Pull each line containing "Borg" out of the listing below.

___

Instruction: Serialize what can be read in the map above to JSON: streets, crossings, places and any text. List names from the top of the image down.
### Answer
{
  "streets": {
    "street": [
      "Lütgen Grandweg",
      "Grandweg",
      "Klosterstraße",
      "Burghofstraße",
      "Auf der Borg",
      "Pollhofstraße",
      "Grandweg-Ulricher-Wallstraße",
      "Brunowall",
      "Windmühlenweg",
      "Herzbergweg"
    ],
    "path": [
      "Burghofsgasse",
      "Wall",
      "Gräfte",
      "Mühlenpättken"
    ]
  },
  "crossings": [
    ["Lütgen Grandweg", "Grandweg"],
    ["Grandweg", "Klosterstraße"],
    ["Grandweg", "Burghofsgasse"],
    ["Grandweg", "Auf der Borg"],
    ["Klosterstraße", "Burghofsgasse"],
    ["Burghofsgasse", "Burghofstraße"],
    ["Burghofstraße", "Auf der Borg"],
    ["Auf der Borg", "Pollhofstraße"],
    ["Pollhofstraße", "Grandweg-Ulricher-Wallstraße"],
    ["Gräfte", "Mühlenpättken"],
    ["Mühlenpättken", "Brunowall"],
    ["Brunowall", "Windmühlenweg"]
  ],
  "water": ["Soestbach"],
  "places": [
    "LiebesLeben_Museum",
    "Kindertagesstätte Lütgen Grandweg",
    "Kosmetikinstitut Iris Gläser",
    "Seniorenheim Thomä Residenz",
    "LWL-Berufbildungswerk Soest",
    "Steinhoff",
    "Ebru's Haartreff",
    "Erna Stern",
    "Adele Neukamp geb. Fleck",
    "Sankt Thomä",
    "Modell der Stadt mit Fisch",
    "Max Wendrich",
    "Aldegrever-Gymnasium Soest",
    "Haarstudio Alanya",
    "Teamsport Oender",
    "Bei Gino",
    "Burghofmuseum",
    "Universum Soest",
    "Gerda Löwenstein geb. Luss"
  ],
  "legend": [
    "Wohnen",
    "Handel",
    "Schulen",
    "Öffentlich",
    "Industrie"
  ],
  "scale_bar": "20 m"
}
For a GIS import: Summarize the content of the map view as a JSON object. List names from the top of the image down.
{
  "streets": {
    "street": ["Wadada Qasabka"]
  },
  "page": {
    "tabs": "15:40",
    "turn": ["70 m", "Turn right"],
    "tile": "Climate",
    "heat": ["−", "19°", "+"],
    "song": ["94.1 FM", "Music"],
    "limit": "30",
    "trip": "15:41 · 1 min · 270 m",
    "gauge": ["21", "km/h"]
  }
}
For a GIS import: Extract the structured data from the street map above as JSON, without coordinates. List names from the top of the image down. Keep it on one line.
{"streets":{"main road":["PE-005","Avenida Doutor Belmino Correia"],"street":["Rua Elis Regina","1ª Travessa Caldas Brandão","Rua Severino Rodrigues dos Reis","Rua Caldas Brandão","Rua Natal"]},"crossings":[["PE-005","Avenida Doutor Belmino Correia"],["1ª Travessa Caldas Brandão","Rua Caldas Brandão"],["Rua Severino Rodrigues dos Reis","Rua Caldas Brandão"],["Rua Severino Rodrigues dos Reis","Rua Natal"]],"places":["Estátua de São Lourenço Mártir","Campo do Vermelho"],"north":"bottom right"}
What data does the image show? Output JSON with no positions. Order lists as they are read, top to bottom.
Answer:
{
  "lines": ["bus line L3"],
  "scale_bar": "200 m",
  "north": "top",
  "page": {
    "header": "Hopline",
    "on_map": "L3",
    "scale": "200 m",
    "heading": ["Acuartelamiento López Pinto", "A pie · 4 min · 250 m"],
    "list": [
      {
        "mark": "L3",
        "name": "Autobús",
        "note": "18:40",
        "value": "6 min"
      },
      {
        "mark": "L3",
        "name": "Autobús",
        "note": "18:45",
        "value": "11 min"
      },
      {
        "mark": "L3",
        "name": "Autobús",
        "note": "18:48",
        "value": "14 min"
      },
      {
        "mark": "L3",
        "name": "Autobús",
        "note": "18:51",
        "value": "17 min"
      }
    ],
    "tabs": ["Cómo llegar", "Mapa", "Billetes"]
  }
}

___

— Worked solution —
      "Auf der Borg",
    ["Grandweg", "Auf der Borg"],
    ["Burghofstraße", "Auf der Borg"],
    ["Auf der Borg", "Pollhofstraße"],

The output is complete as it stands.